═════ DATASET RECORDS
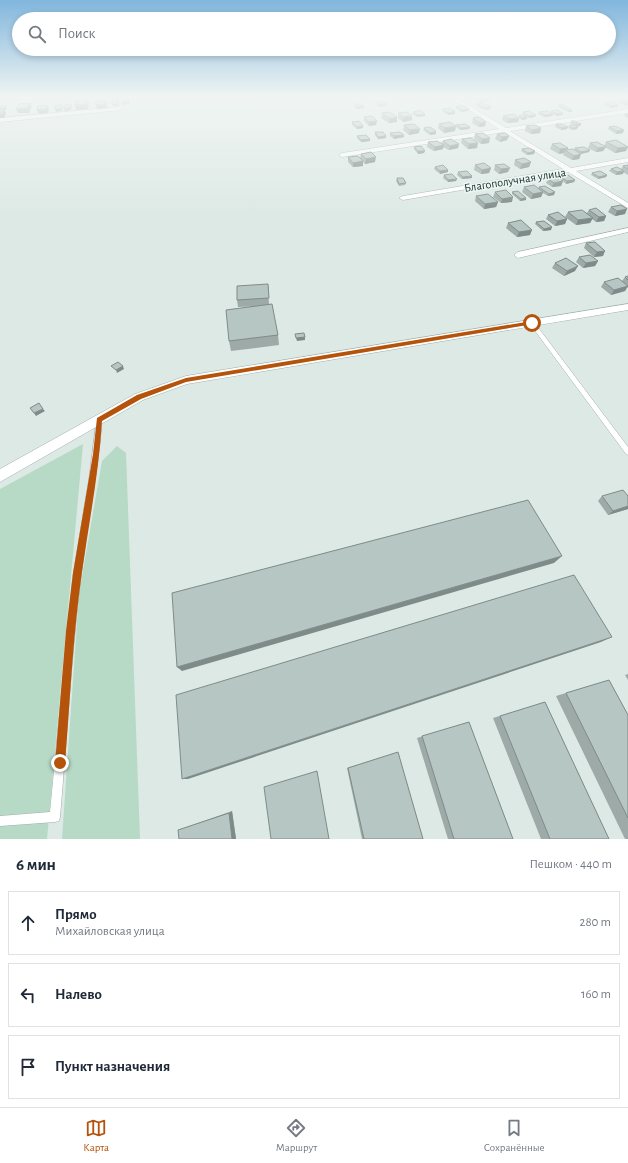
<!DOCTYPE html>
<html lang="ru">
<head>
<meta charset="utf-8">
<style>
	body { margin:0; font-family:"Alegreya Sans",sans-serif; background:#f2f2f3; color:#1f2937 }
	.stop { position:absolute; width:12px; height:12px; margin:-9px; border:3px solid #b45309; border-radius:50%; background:#fff }
	.stop.end { background:#b45309; border-color:#fff; box-shadow:0 1px 4px #0008 }
	.list { margin:0; padding:0; list-style:none }
	h2 { display:flex; justify-content:space-between; align-items:center; height:52px; margin:0; padding:0 16px; font-size:17px }
	h2 small { font-size:13px; font-weight:400; color:#747a83 }
	.list li { display:grid; grid-template-columns:26px 1fr auto; gap:12px; align-items:center; box-sizing:border-box; height:64px; margin:0 8px 8px; padding:0 8px; border:1px solid #e0e1e3; border-radius:0px }
	.list b { display:block; font-size:15px; white-space:nowrap }
	.list p { margin:0; font-size:13px; white-space:nowrap; color:#747a83 }
	.list em { font-size:13px; font-style:normal; color:#747a83 }
	.icon { flex:none; width:22px; height:22px; fill:none; stroke:currentColor; stroke-width:2; stroke-linecap:round; stroke-linejoin:round }
	.map { position:relative; flex:none; width:628px; height:839px; overflow:hidden }
	.search { position:absolute; background:#fff; box-shadow:0 2px 6px #0003; left:12px; right:12px; top:12px; height:44px; display:flex; align-items:center; gap:10px; box-sizing:border-box; padding:0 14px; border-radius:22px; color:#747a83; font-size:15px }
	.sheet { height:268px; background:#fff }
	nav { display:flex; justify-content:space-around; align-items:center; box-sizing:border-box; height:56px; border-top:1px solid #e0e1e3; background:#fff; font-size:11px; color:#747a83 }
	nav a { display:grid; justify-items:center; gap:2px }
	nav .on { color:#b45309 }
	.map>svg:first-child { display:block }
	.green { fill:#b6dac5 }
	.lines { fill:none; stroke-linecap:round; stroke-linejoin:round }
	.lane-casing { stroke:#a1b0ad; stroke-width:1 }
	.street-casing { stroke:#a1b0ad; stroke-width:1 }
	.lane { fill:#fff; fill-rule:evenodd }
	.street { fill:#fff; fill-rule:evenodd }
	.wall { fill:#9daaa7 }
	.shaded-wall { fill:#7f8b88 }
	.building { fill:#b6c6c2; stroke:#7f8b88 }
	.route { fill:#b45309 }
	.labels { text-anchor:middle; stroke-width:3; stroke-linejoin:round; paint-order:stroke }
	.far-street-label { font-size:12px; fill:#203835; stroke:#eef6f3 }
</style>
</head>
<body>
<div class="map">
<svg width="628" height="839" viewBox="0 0 628 839">
	<rect width="100%" height="100%" fill="#dde9e5"/>
	<path class="green" d="M83,444L47,839H0V489Z
		M117,446L126,453L140,839H62L79,594L102,461Z"/>
	<g class="lines">
		<defs>
			<path id="lane" d="M532,321L534,322L628,447V455L626,454L530,324V322Z
				M97,418H101L102,420C98,472 87,524 81,576C71,656 67,737 60,817L59,821L55,822L0,826V816L50,812L73,576L89,479Z"/>
			<path id="street" d="M450,98H457L506,128L628,109V113L510,131L571,168L628,158V162L576,171L628,203V208L568,172L403,200L399,198L403,196L563,169L504,132L342,157L339,155L342,153L499,129Z
				M119,107L121,108V110L0,122V118Z
				M628,228V232L518,258L514,255L518,252Z
				M628,304V310L187,384L143,400L0,482V469L135,394L186,376Z"/>
		</defs>
		<use href="#lane" class="lane-casing"/>
		<use href="#street" class="street-casing"/>
		<use href="#lane" class="lane"/>
		<use href="#street" class="street"/>
	</g>
	<path class="wall" d="M475,98H490L489,101L481,102L475,99Z
		M619,100L628,101V105H624L618,102Z
		M375,101L385,106L379,107L375,103Z
		M477,103L491,107L490,109L485,110L476,106Z
		M605,103L617,107L610,108L604,105Z
		M355,104L364,106V108L357,109L354,107Z
		M559,105L572,110V112H568L558,107Z
		M456,106L469,109L468,111L461,112L456,109Z
		M443,109L455,114L448,115L442,111Z
		M551,111L563,113L562,115L556,116L553,114L552,116L544,117L538,114L539,112L550,113Z
		M413,112L425,116L417,117L412,114Z
		M523,112L535,117L529,118L527,117V119L522,120L519,118L518,122L507,123L502,120L503,116L518,117L519,116L523,115L522,114Z
		M382,113L397,117V122L389,123L381,118Z
		M398,113L412,120L403,122L398,118Z
		M628,113V118L624,116L625,114Z
		M364,117L376,125L369,126L364,121Z
		M473,118L485,126L479,127L472,123Z
		M571,121L580,126H577V129L572,130L568,128L569,126L573,125L570,124Z
		M352,122L363,126V128L357,129L352,125Z
		M439,124L456,126V125L469,129L460,130L456,127L455,131L444,133L438,128Z
		M556,124L567,129L561,130L555,127Z
		M404,125L419,133L409,135L403,130Z
		M526,126L541,128L540,133L531,134L525,131Z
		M609,127L623,133L616,134L608,129Z
		M424,128L436,131V134L430,135L423,130Z
		M375,132L386,136V138L378,139L375,135Z
		M390,133L404,137L394,139L390,136Z
		M475,134L489,143L481,144L474,139Z
		M497,134L509,136L507,140L500,142L495,139Z
		M357,136L370,141L361,142L357,138Z
		M462,139L477,148L468,149L461,143Z
		M443,141L459,144L458,148L449,150L443,147V149L434,151L427,147L428,142L442,144Z
		M606,142L626,151L615,153L605,147L603,151L596,152L588,148L590,143L604,146Z
		M552,144L568,150H574L575,148L589,152L581,154L579,159L572,160L563,155L564,153L559,154L550,149Z
		M414,147L424,153L418,154L414,149Z
		M522,149L535,151L534,154L527,155L521,151Z
		M361,154L375,162L365,164L363,162V166L353,167L348,162V157L360,158Z
		M515,160L531,162L529,167L520,169L514,165Z
		M475,165L491,168L489,173L481,174L474,170Z
		M495,165L508,172L499,174L494,170Z
		M628,165V175L623,172V174L616,175L609,171L611,169H621L623,166Z
		M435,167L448,170V172L440,174L434,169Z
		M458,172L472,178L462,179L457,175Z
		M592,173L607,175L606,177L598,179L591,175Z
		M444,175L456,181L448,182L443,178Z
		M560,177L575,180L574,182L566,184L563,181L561,186L552,187L546,183L548,179H560Z
		M397,178L406,183L405,185L399,186L396,181Z
		M524,187L538,189L539,187L554,195L548,196L543,193L541,197L531,199L522,192Z
		M495,192L512,202L501,203L493,197Z
		M512,192L526,198V200L520,201L512,194Z
		M476,196L498,202L496,207L484,209L475,201Z
		M611,207L625,214L615,216L608,212Z
		M589,210L606,216L604,221L596,222L592,219L590,223L576,225L565,217L568,212L587,213Z
		M548,215L567,219L565,224L555,226L546,219Z
		M536,222L551,230L543,231L535,224Z
		M508,223L530,235L517,237L506,228Z
		M586,243L603,256L594,257L584,248Z
		M579,257L598,261L595,266L583,268L576,262Z
		M555,263L575,271L564,276L552,268Z
		M628,276V288L627,287L625,291L611,295L601,287L604,282L622,281L625,277Z
		M268,284L269,305L278,335L279,345L231,351L229,341L260,306L238,307L237,300Z
		M602,496L628,509L608,515L598,501Z
		M628,674V680L625,675Z
		M609,680L628,715V839H625L556,696Z
		M545,702L609,839H541L493,718Z
		M469,722L513,839H448L417,738Z
		M398,752L423,839H362L347,768Z
		M232,811L236,839L178,830L184,828Z"/>
	<path class="shaded-wall" d="M129,98V104L123,105L122,103Z
		M482,98H490L489,101L481,102Z
		M119,99V106H112V104Z
		M87,100L89,104L88,109L76,110L75,105Z
		M106,100L107,104V108L97,109L96,105Z
		M30,103L32,107L29,113H18L16,109Z
		M625,103H628V105H624Z
		M71,104L72,106L71,110L65,111L64,109Z
		M386,104L385,106L379,107V105Z
		M47,105L49,109L48,113L39,114L37,110Z
		M62,105L63,107L62,111L56,112L55,109Z
		M618,105L617,107L610,108L611,106Z
		M6,106L7,108L5,111L6,113L4,118H0V114Z
		M364,106V108L357,109L358,107Z
		M491,107L490,109L485,110V108Z
		M469,109L468,111L461,112V110Z
		M569,110H572V112H568Z
		M455,111V114L448,115V113Z
		M563,113L562,115L556,116L557,114Z
		M425,114V116L417,117V115Z
		M553,114L552,116L544,117V115Z
		M536,115L535,117L529,118V116Z
		M412,116V120L403,122L404,117Z
		M397,117V122L389,123L390,119Z
		M527,117V119L522,120V118Z
		M519,118L518,122L507,123L509,119Z
		M377,121L376,125L369,126V122Z
		M486,122L485,126L479,127L480,123Z
		M576,124H581L580,126L575,127Z
		M363,126V128L357,129V127Z
		M456,126L455,131L444,133L445,128Z
		M470,127L469,129L460,130L461,128Z
		M568,127L567,129L561,130L562,128Z
		M578,127L577,129L572,130L573,128Z
		M541,128L540,133L531,134L532,130Z
		M420,129L419,133L409,135L410,130Z
		M624,130L623,133L616,134L617,131Z
		M436,131V134L430,135V133Z
		M404,135V137L394,139V136Z
		M386,136V138L378,139V137Z
		M509,136L507,140L500,142L502,137Z
		M490,138L489,143L481,144L482,139Z
		M370,139V141L361,142V140Z
		M478,143L477,148L468,149L469,144Z
		M459,144L458,148L449,150L450,146Z
		M444,145L443,149L434,151L435,147Z
		M606,147L603,151L596,152L598,148Z
		M628,147L626,151L615,153L618,148Z
		M568,148L567,152L565,150L564,153L559,154L560,149Z
		M590,150L589,152L580,154L581,152Z
		M418,151H425L424,153L418,154Z
		M535,151L534,154L527,155L528,153Z
		M581,154L579,159L572,160L574,156Z
		M376,157L375,162L365,164L366,159Z
		M363,161V166L353,167V163Z
		M531,162L529,167L520,169L522,164Z
		M491,168L489,173L481,174L482,170Z
		M510,168L508,172L499,174L501,169Z
		M448,170V172L440,174V171Z
		M624,171L623,174L616,175L617,172Z
		M607,175L606,177L598,179L599,177Z
		M472,176V178L462,179L463,177Z
		M457,179L456,181L448,182V180Z
		M575,180L574,182L566,184L567,181Z
		M563,181L561,186L552,187L554,183Z
		M543,192L541,197L531,199L533,194Z
		M555,192L554,195L548,196L549,194Z
		M513,197L512,202L501,203L502,199Z
		M526,198V200L520,201L521,199Z
		M498,202L496,207L484,209L485,204Z
		M627,209L625,214L615,216L617,211Z
		M606,216L604,221L596,222L599,217Z
		M593,218L590,223L576,225L578,220Z
		M567,219L565,224L555,226L557,221Z
		M552,227L551,230L543,231L544,229Z
		M532,230L530,235L517,237L519,232Z
		M605,251L603,256L594,257L597,252Z
		M598,261L595,266L583,268L586,263Z
		M578,266L575,271L564,276L567,271Z
		M628,286L625,291L611,295L614,290Z
		M305,337V340L297,341L296,338Z
		M123,366L124,369L117,373L116,370Z
		M43,409L45,411L36,416L34,413Z
		M628,506V509L608,515L613,511Z
		M562,556L554,563L182,671L177,667Z
		M612,637L601,642L188,779H182Z
		M232,811L236,839H232L229,813Z"/>
	<path class="building" d="M129,98L128,102L122,103L123,99Z
		M112,99H119L118,104H112Z
		M625,99L628,101V103H625L619,100Z
		M87,100V104L75,105V101Z
		M106,100L105,104L96,105V101Z
		M375,101H382L386,104L379,105Z
		M612,102L618,105L611,106L605,103Z
		M30,103L27,108L16,109L19,104Z
		M477,103H482L491,107L485,108Z
		M71,104L70,108L64,109L65,105Z
		M355,104H361L364,106L358,107Z
		M562,104L572,110H569L559,105Z
		M47,105V109L37,110L38,106Z
		M56,105H62V109H55Z
		M0,106H6L4,109H0Z
		M456,106H464L469,109L461,110Z
		M450,108L455,111L448,113L443,109Z
		M0,109H4L2,114H0Z
		M421,110L425,114L417,115L413,112Z
		M557,110L563,113L557,114L551,111Z
		M529,111L536,115L529,116L523,112Z
		M547,111L553,114L544,115L539,112Z
		M389,112L397,117L390,119L382,113Z
		M407,112L412,116L404,117L398,113Z
		M514,114L519,118L509,119L503,116Z
		M523,115L527,117L522,118L519,116Z
		M372,116L377,121L369,122L364,117Z
		M479,117L486,122L480,123L473,118Z
		M359,121L363,126L357,127L352,122Z
		M571,121H575L581,124H576Z
		M450,122L456,126L445,128L439,124Z
		M414,124L420,129L410,130L404,125Z
		M465,124L470,127L461,128L456,125Z
		M556,124H561L568,127L562,128Z
		M535,125L541,128L532,130L526,126Z
		M574,125L578,127L573,128L569,126Z
		M615,126L624,130L617,131L609,127Z
		M430,127L436,131L430,133L424,128Z
		M375,132H383L386,136L378,137Z
		M400,132L404,135L394,136L390,133Z
		M483,133L490,138L482,139L475,134Z
		M505,133L509,136L502,137L497,134Z
		M366,135L370,139L361,140L357,136Z
		M471,138L478,143L469,144L462,139Z
		M451,139L459,144L450,146L443,141Z
		M616,140L628,147L618,148L606,142Z
		M437,141L444,145L435,147L428,142Z
		M597,142L606,147L598,148L590,143Z
		M560,143L568,148L560,149L552,144Z
		M421,146L425,151H418L414,147Z
		M584,147L590,150L581,152L575,148Z
		M529,148L535,151L528,153L522,149Z
		M573,149L581,154L574,156L565,150Z
		M371,152L376,157L366,159L361,154Z
		M358,156L363,161L353,163L348,157Z
		M524,158L531,162L522,164L515,160Z
		M484,163L491,168L482,170L475,165Z
		M504,164L510,168L501,169L495,165Z
		M443,165L448,170L440,171L435,167Z
		M628,165V169L623,166Z
		M617,167L624,171L617,172L611,169Z
		M467,171L472,176L463,177L458,172Z
		M600,171L607,175L599,177L592,173Z
		M452,174L457,179L448,180L444,175Z
		M568,175L575,180L567,181L560,177Z
		M557,177L563,181L554,183L548,179Z
		M397,178H403L406,183L399,184Z
		M534,185L543,192L533,194L524,187Z
		M545,186L555,192L549,194L539,187Z
		M506,190L513,197L502,199L495,192Z
		M518,191L526,198L521,199L512,192Z
		M488,194L498,202L485,204L476,196Z
		M621,205L627,209L617,211L611,207Z
		M596,208L606,216L599,217L589,210Z
		M582,210L593,218L578,220L568,212Z
		M558,212L567,219L557,221L548,215Z
		M521,220L532,230L519,232L508,223Z
		M544,221L552,227L544,229L536,222Z
		M595,242L605,251L597,252L586,243Z
		M590,255L598,261L586,263L579,257Z
		M566,258L578,266L567,271L555,263Z
		M628,276V280L625,277Z
		M618,278L628,286L614,290L604,282Z
		M268,284L269,298L237,300V286Z
		M272,304L278,335L229,341L226,310Z
		M304,333L305,337L296,338L295,334Z
		M118,362L123,366L116,370L111,366Z
		M39,403L43,409L34,413L30,408Z
		M623,490L628,496V506L613,511L602,496Z
		M528,500L562,556L177,667L172,593Z
		M574,575L612,637L182,779L176,695Z
		M609,680L628,715V818L566,693Z
		M545,702L609,839H550L500,716Z
		M469,722L513,839H454L422,736Z
		M398,752L423,839H364L348,768Z
		M317,771L329,839H271L264,787Z
		M229,813L232,839H179L178,830Z"/>
	<linearGradient id="sky" x2="0" y2="1"><stop stop-color="#81b6dd"/><stop offset="0.45" stop-color="#f0f5f3"/><stop offset="1" stop-color="#f0f5f3" stop-opacity="0"/></linearGradient>
	<rect width="628" height="216" fill="url(#sky)"/>
	<path class="route" d="M532,321L534,323V324L186,382L141,399L102,421C99,472 89,522 82,572C73,635 70,700 65,763L64,767L60,768L56,767L55,763L66,631L73,573L93,454L97,418L137,395L186,378Z"/>
	<g class="labels">
		<g class="far-street-label">
			<text transform="translate(515 180) rotate(-9)" y="4">Благополучная улица</text>
		</g>
	</g>
</svg>
<div class="stop" style="left:532px;top:323px"></div>
<div class="stop end" style="left:60px;top:763px"></div>
<div class="search"><svg class="icon" aria-label="search" viewBox="0 0 24 24"><circle cx="10" cy="10" r="6"/><path d="M15 15l6 6"/></svg>Поиск</div>
</div>
<section class="sheet">
<h2>6 мин<small>Пешком · 440 m</small></h2>
<ul class="list">
<li><svg class="icon" aria-label="ahead" viewBox="0 0 24 24"><path d="M12 20V5M6 11l6-6 6 6"/></svg><div><b>Прямо</b><p>Михайловская улица</p></div><em>280 m</em></li>
<li><svg class="icon" aria-label="left" viewBox="0 0 24 24"><path d="M17 20v-9H6M10 6l-5 5 5 5"/></svg><div><b>Налево</b></div><em>160 m</em></li>
<li><svg class="icon" aria-label="arrive" viewBox="0 0 24 24"><path d="M6 21V4h12l-3 4 3 4H6"/></svg><div><b>Пункт назначения</b></div></li>
</ul>
</section>
<nav>
<a class="on"><svg class="icon" aria-label="map" viewBox="0 0 24 24"><path d="M3 6l6-2 6 2 6-2v14l-6 2-6-2-6 2zM9 4v14M15 6v14"/></svg>Карта</a>
<a><svg class="icon" aria-label="directions" viewBox="0 0 24 24"><path d="M12 3l9 9-9 9-9-9zM9 14v-3h6M13 9l2 2-2 2"/></svg>Маршрут</a>
<a><svg class="icon" aria-label="saved" viewBox="0 0 24 24"><path d="M7 4h10v16l-5-4-5 4z"/></svg>Сохранённые</a>
</nav>
</body>
</html>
══════════
*WHAT TO PRODUCE*: Go back to the listing above. Copy word for word the lines from the one with "M567,219L565,224L555,226L557,221Z" through the one with "M43,409L45,411L36,416L34,413Z", and nothing more.

*RESULT*:
		M567,219L565,224L555,226L557,221Z
		M552,227L551,230L543,231L544,229Z
		M532,230L530,235L517,237L519,232Z
		M605,251L603,256L594,257L597,252Z
		M598,261L595,266L583,268L586,263Z
		M578,266L575,271L564,276L567,271Z
		M628,286L625,291L611,295L614,290Z
		M305,337V340L297,341L296,338Z
		M123,366L124,369L117,373L116,370Z
		M43,409L45,411L36,416L34,413Z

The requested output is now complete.